CEO: Shailesh Jejurikar – since January 2026
Industries: Consumer Goods, Healthcare, Personal Care
P&G drives HolyGrail 2.0, applying imperceptible digital watermarks to packaging. High‑speed cameras read the codes, enabling precise separation of food‑grade versus non‑food plastics with over 90% efficiency. Intelligent sorting is entering the HolyGrail 2030 market adoption phase. It marks the first time a CPG has integrated SKU-level traceability into the global recycling stream. The technology boosts recycling quality, reduces contamination, and helps brands reclaim higher-value streams. It proves that packaging innovation can scale circularity while improving material recovery, supply chain transparency, and cutting costs for manufacturers globally in a meaningful way.

10. The Coca-Cola Company

CEO: James Quincey – Until March 2026
Industries: Beverage, Packaging, Food Service
Coca‑Cola is scaling circularity by expanding rPET use and backing Deposit Return Schemes, reaching over 50% rPET in key EU markets. In February 2025, it opened its first fully system‑owned packaging collection hub in Apapa, Lagos, capable of processing 13,000 metric tons of PET a year. That hub boosts local recycling infrastructure and supports food‑grade rPET production.

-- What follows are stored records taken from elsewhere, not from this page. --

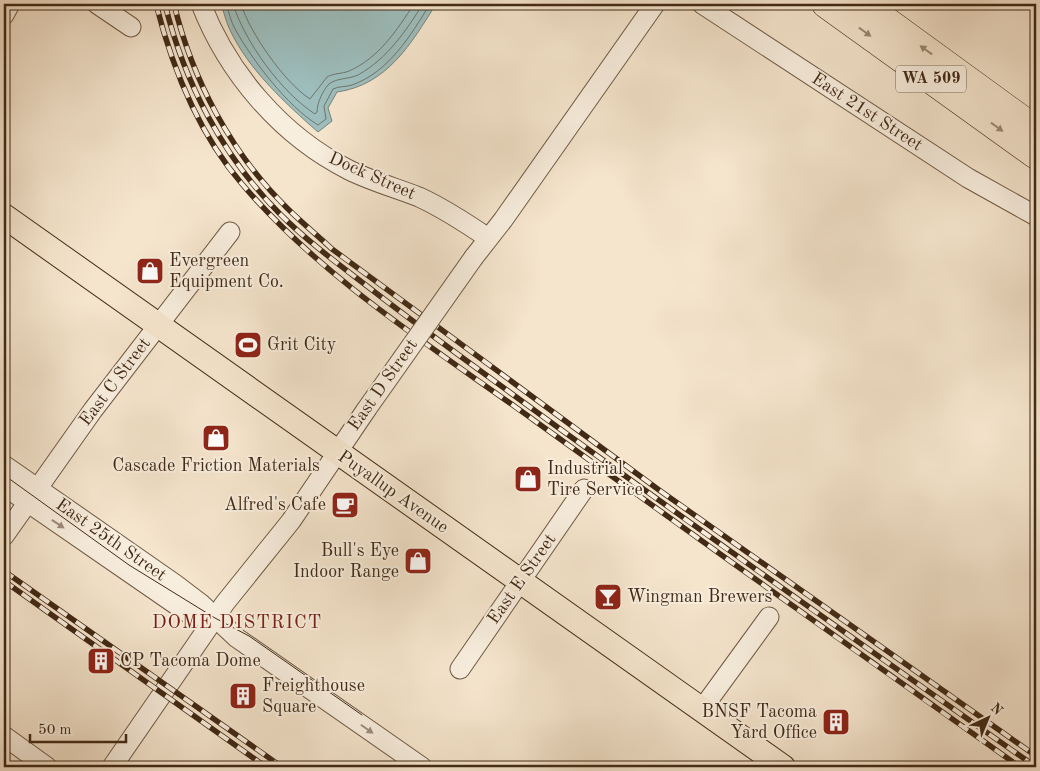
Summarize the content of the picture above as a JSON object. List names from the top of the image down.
{
  "streets": {
    "highway": ["WA 509"],
    "main road": ["Puyallup Avenue"],
    "street": [
      "East 21st Street",
      "Dock Street",
      "East C Street",
      "East D Street",
      "East 25th Street",
      "East E Street"
    ]
  },
  "crossings": [
    ["Dock Street", "East D Street"],
    ["East C Street", "Puyallup Avenue"],
    ["East C Street", "East 25th Street"],
    ["East D Street", "Puyallup Avenue"],
    ["East D Street", "East 25th Street"],
    ["Puyallup Avenue", "East E Street"]
  ],
  "districts": ["DOME DISTRICT"],
  "places": {
    "shop": [
      "Evergreen Equipment Co.",
      "Cascade Friction Materials",
      "Industrial Tire Service",
      "Bull's Eye Indoor Range"
    ],
    "sports": ["Grit City"],
    "cafe": ["Alfred's Cafe"],
    "bar": ["Wingman Brewers"],
    "building": ["CP Tacoma Dome", "Freighthouse Square", "BNSF Tacoma Yard Office"]
  },
  "scale_bar": "50 m",
  "north": "top right"
}
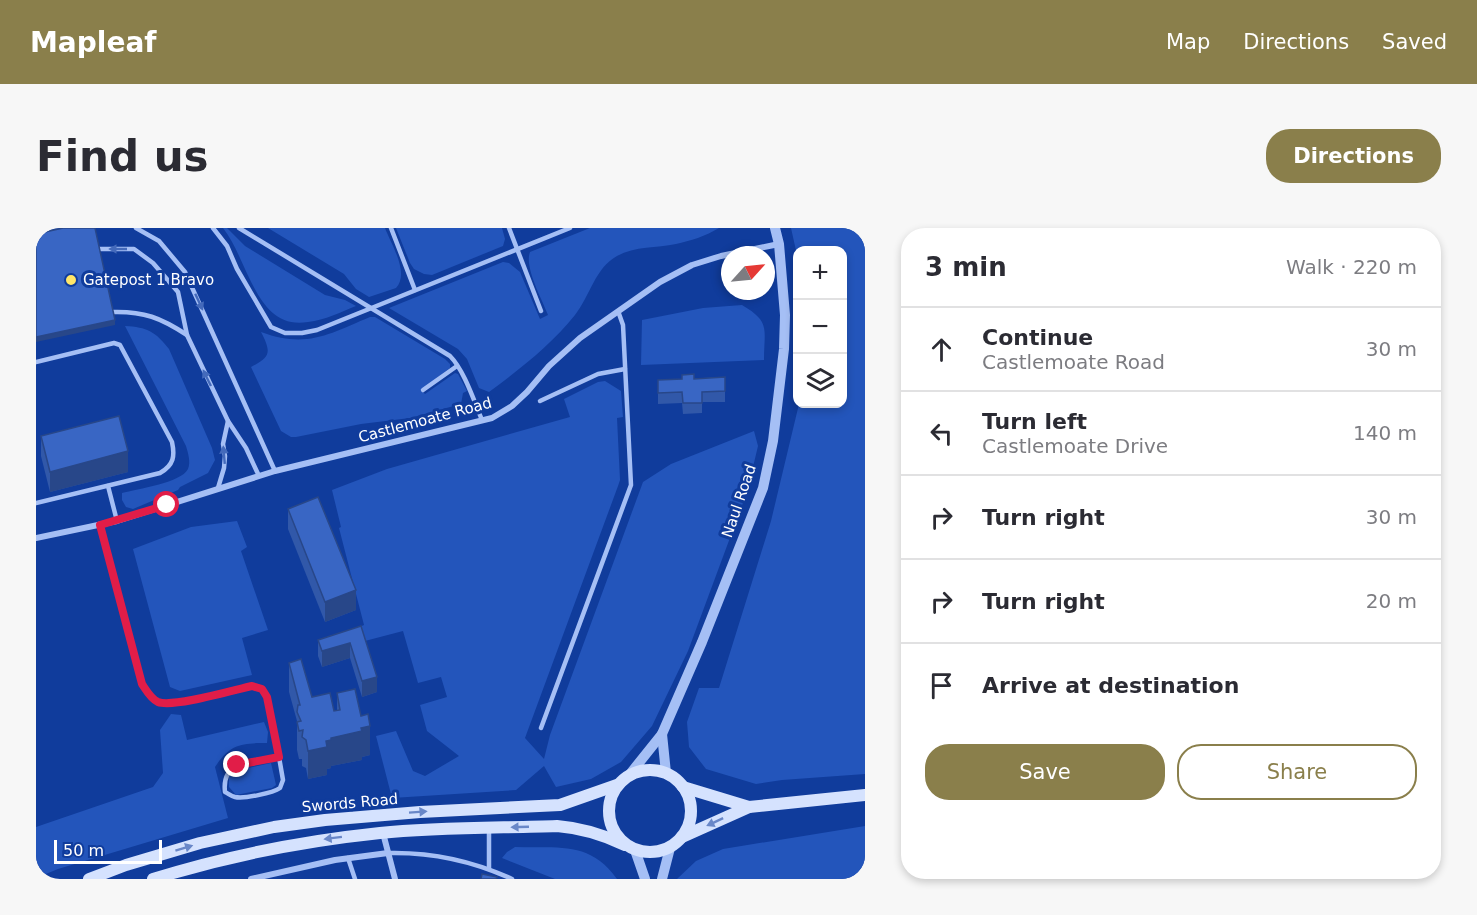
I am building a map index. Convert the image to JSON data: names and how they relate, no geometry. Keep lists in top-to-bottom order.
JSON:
{
  "streets": {
    "main road": ["Swords Road"],
    "street": ["Castlemoate Road", "Naul Road"]
  },
  "crossings": [
    ["Castlemoate Road", "Naul Road"],
    ["Naul Road", "Swords Road"]
  ],
  "places": ["Gatepost 1 Bravo"],
  "scale_bar": "50 m",
  "north": "top right",
  "page": {
    "header": "Mapleaf",
    "nav": ["Map", "Directions", "Saved"],
    "buttons": [
      "Directions",
      ["Save", "Share"]
    ],
    "title": "Find us",
    "heading": ["3 min", "Walk · 220 m"],
    "map_buttons": ["+", "−"],
    "list": [
      ["Continue", "Castlemoate Road", "30 m"],
      ["Turn left", "Castlemoate Drive", "140 m"],
      ["Turn right", "30 m"],
      ["Turn right", "20 m"],
      "Arrive at destination"
    ],
    "scale": "50 m"
  }
}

In 2026, American manufacturing has redefined waste as a high-value resource. By shifting from disposable models to regenerative closed-loop systems, industry leaders are effectively lowering operational costs while securing domestic supply chains against global volatility. In this landscape, circularity is no longer a peripheral virtue. It’s a competitive necessity driving long-term value in a global market now surpassing $578 billion.